On 11-07-2008 at 14:08, Anonymous wrote:

I suggest to do it using inline assembler instructions, it is the most efficient way. I don't know how asm inlining it is done using IAR, I usually use GCC.

You may use the ''cpsid i'' instruction in order to disable interrupts and ''cpsie i'' to enable them again.

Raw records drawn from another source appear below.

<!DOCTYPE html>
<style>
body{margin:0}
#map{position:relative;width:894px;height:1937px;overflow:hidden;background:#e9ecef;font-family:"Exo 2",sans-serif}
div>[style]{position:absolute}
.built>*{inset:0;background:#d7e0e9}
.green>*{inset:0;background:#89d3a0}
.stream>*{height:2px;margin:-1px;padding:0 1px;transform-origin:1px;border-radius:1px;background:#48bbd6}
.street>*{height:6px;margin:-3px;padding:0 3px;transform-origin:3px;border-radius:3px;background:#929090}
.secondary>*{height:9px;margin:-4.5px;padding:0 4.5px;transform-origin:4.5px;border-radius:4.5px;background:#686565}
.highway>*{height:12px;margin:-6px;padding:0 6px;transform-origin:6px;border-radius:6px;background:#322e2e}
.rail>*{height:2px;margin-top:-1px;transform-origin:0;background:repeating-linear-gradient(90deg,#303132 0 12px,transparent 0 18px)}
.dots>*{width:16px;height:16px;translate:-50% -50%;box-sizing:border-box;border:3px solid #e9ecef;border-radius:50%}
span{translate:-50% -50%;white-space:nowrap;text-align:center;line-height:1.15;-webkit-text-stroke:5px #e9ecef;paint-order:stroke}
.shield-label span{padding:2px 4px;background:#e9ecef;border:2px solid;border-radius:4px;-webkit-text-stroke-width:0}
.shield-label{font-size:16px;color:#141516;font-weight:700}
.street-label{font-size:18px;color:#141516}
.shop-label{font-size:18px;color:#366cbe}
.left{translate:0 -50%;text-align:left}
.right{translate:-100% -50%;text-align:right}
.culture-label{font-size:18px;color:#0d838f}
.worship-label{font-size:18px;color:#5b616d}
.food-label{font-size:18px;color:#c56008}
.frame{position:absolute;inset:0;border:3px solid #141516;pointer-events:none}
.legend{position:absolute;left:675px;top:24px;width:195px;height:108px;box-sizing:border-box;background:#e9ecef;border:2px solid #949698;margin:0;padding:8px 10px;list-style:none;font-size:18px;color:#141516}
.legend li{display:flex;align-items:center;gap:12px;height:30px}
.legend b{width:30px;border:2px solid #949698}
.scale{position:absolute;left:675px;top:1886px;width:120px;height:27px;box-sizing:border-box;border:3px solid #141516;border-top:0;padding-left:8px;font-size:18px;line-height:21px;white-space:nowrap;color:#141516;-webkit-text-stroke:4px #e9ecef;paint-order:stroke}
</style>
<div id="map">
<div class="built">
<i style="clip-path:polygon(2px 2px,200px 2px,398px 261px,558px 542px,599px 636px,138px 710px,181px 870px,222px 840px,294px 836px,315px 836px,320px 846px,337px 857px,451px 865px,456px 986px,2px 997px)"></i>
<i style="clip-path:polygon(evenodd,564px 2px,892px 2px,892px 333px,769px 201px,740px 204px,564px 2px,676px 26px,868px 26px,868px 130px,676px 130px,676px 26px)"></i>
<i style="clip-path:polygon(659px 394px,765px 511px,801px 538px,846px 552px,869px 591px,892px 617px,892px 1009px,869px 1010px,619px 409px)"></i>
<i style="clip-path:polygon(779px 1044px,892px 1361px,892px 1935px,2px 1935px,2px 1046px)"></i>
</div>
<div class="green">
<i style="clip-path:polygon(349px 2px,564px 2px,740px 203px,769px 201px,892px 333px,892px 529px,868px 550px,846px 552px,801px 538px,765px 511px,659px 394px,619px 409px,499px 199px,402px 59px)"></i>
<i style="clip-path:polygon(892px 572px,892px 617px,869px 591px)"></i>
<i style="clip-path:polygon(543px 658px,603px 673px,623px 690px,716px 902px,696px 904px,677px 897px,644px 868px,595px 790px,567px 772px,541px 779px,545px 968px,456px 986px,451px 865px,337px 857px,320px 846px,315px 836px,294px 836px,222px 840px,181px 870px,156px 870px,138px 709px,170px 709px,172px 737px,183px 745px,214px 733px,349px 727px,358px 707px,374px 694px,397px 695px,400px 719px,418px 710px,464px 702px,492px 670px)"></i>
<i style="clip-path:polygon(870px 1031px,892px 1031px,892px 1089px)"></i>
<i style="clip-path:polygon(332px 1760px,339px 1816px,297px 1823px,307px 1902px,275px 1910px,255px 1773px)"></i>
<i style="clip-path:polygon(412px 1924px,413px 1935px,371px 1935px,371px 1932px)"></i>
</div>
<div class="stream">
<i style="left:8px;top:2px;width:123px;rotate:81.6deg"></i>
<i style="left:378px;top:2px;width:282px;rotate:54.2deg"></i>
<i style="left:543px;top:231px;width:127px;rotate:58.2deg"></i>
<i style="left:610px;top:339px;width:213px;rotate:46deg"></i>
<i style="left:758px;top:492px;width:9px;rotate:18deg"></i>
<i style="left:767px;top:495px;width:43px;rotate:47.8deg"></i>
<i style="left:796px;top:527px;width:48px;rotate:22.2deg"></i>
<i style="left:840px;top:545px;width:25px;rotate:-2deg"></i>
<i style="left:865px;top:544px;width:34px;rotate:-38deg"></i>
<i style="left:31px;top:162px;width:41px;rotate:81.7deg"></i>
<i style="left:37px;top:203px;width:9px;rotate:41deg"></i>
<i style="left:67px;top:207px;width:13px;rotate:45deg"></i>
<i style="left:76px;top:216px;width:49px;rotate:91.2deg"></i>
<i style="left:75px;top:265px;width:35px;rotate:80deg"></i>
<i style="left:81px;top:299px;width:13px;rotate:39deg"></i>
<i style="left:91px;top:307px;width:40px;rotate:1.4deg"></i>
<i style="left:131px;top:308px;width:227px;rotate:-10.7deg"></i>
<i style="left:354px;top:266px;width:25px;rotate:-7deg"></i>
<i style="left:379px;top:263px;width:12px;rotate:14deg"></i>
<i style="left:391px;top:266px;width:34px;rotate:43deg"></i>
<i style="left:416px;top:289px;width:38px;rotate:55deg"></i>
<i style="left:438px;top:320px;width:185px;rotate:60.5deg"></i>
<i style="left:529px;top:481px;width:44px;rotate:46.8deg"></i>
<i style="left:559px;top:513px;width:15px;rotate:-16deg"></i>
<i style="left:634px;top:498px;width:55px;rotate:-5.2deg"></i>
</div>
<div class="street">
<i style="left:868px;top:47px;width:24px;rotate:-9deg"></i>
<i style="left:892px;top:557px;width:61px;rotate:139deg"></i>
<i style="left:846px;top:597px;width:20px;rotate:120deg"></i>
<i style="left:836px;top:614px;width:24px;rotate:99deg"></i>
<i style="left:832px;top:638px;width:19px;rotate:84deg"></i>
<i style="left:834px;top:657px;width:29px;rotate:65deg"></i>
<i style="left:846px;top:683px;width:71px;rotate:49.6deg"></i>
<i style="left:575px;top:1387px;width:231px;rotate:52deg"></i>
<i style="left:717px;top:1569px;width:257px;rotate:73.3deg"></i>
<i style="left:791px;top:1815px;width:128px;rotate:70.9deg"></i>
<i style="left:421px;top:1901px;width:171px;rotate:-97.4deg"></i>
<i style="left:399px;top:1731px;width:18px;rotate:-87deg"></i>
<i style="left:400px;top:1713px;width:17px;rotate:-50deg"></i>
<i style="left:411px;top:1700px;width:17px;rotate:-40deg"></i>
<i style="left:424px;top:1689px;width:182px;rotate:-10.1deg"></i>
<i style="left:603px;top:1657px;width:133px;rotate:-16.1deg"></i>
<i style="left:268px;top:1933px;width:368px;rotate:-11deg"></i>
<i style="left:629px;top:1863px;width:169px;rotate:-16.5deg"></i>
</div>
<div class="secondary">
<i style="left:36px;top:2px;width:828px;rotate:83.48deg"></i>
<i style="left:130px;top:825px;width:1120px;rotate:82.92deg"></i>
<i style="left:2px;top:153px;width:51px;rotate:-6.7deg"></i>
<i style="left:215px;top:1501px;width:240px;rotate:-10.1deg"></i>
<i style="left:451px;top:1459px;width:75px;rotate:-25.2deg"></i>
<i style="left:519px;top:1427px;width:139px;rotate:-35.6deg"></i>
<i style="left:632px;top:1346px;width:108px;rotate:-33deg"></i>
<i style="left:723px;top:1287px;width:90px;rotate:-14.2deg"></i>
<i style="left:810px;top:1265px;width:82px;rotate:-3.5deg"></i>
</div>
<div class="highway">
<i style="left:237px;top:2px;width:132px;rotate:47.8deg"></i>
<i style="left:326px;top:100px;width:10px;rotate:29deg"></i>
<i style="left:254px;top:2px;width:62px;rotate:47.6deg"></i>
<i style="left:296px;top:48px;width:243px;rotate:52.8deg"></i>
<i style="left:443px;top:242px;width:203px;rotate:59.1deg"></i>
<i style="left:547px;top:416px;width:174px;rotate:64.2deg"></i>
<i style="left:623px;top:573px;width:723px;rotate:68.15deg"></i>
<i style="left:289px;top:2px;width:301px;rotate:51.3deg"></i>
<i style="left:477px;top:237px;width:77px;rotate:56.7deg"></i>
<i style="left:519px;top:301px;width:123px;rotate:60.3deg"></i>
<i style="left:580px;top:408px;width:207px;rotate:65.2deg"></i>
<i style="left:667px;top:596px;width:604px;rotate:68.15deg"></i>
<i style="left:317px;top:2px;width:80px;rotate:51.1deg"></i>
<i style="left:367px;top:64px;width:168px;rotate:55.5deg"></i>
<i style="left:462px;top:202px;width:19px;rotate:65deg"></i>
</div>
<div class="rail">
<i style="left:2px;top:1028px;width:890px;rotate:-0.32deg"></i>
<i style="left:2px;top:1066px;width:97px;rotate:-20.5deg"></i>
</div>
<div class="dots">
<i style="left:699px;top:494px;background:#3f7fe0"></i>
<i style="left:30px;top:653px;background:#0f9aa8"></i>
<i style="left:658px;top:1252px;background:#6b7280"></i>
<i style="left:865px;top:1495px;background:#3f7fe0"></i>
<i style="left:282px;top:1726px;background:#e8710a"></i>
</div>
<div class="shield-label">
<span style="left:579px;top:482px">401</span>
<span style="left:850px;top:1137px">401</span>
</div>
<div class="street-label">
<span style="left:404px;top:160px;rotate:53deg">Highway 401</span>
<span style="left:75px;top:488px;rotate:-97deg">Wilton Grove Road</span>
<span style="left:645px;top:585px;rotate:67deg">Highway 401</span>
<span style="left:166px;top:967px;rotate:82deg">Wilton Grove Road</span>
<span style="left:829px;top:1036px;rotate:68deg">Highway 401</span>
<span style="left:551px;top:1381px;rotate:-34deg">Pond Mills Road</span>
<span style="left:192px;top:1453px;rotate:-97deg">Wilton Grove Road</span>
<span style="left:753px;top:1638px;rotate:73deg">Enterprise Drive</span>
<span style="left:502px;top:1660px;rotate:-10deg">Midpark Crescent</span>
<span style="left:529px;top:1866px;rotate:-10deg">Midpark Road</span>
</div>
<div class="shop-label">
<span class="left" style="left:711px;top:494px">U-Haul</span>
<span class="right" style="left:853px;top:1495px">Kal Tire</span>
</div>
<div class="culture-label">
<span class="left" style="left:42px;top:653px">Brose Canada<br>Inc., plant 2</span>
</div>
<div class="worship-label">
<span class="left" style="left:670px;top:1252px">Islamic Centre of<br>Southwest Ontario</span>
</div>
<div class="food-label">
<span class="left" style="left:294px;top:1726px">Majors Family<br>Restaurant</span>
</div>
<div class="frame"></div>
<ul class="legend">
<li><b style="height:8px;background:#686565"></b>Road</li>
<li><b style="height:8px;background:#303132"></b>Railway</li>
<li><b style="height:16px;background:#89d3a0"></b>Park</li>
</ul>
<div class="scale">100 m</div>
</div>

Another option is to modify the BASEPRI register with the ''msr'' instruction in order to modify the minimum serviceable interrupt priority.

regards,

Giovanni

---

ChibiOS/RT

http://chibios.sourceforge.net

Hi Giovanni

Thank you for your information

I entered the instruction ''cpsid i'' in my code and I set a breakpoint after this instruction. My debugger (IAR / J-Link ARM) showed the following values for:

PRIMASK: 0x00000000

CONTROL: 0x00000000

It seems that the ''cpsid i'' instruction had no effect and didn't set bit 0 of PRIMASK to 1 to disable the interrupt. But I am not sure if I can trust the debbuger for these special registers.

Regrads Fortunat

fortunat2
Associate II
Posted on May 17, 2011 at 12:39

I finally found the problem in my interrupt handler. There was a silly race condition. The IAR J-Link ARM-Debugger was missleading a little bit, because it doesn't show the state of the PRIMASK register correctly.